══ Records to use ══

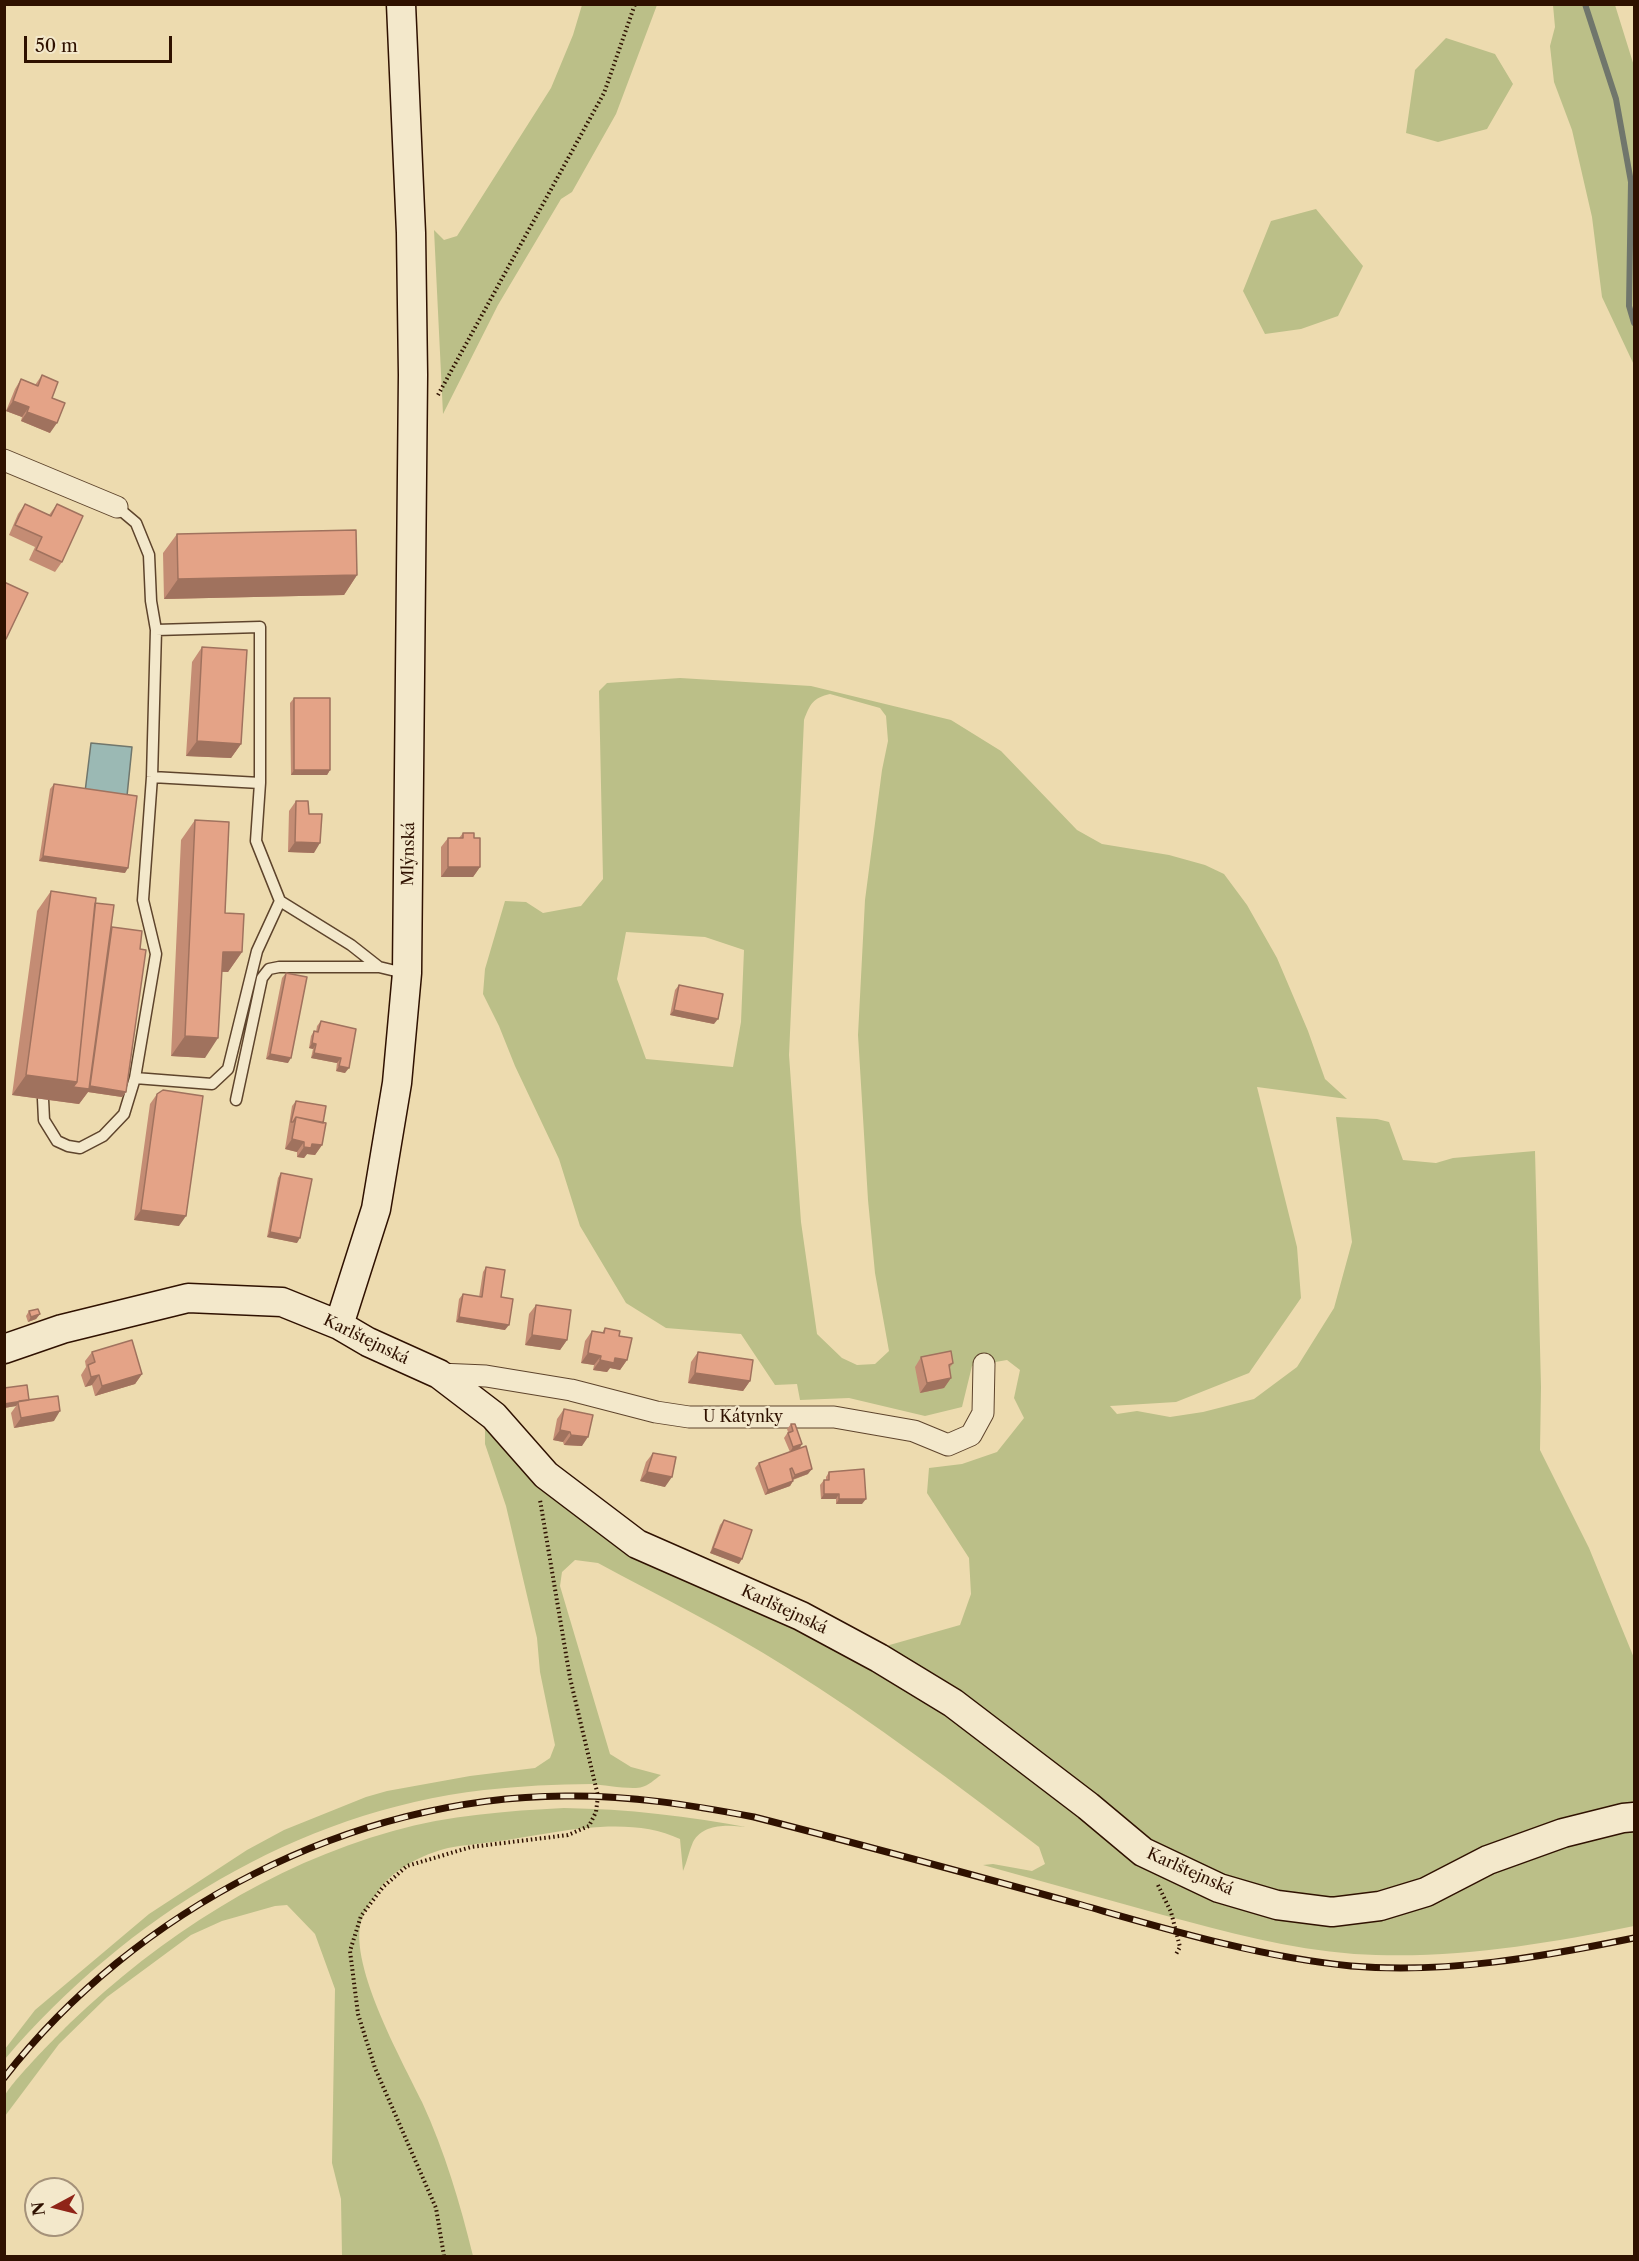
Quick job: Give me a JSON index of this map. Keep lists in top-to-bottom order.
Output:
{
  "streets": {
    "main road": ["Mlýnská", "Karlštejnská"],
    "street": ["U Kátynky"]
  },
  "crossings": [
    ["Mlýnská", "Karlštejnská"],
    ["Karlštejnská", "U Kátynky"]
  ],
  "scale_bar": "50 m",
  "north": "left"
}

═══

| Problem |
The records above need to be restated word for word, with the pictures left out.

| The completed task |
Quick job: Give me a JSON index of this map. Keep lists in top-to-bottom order.
Output:
{
  "streets": {
    "main road": ["Mlýnská", "Karlštejnská"],
    "street": ["U Kátynky"]
  },
  "crossings": [
    ["Mlýnská", "Karlštejnská"],
    ["Karlštejnská", "U Kátynky"]
  ],
  "scale_bar": "50 m",
  "north": "left"
}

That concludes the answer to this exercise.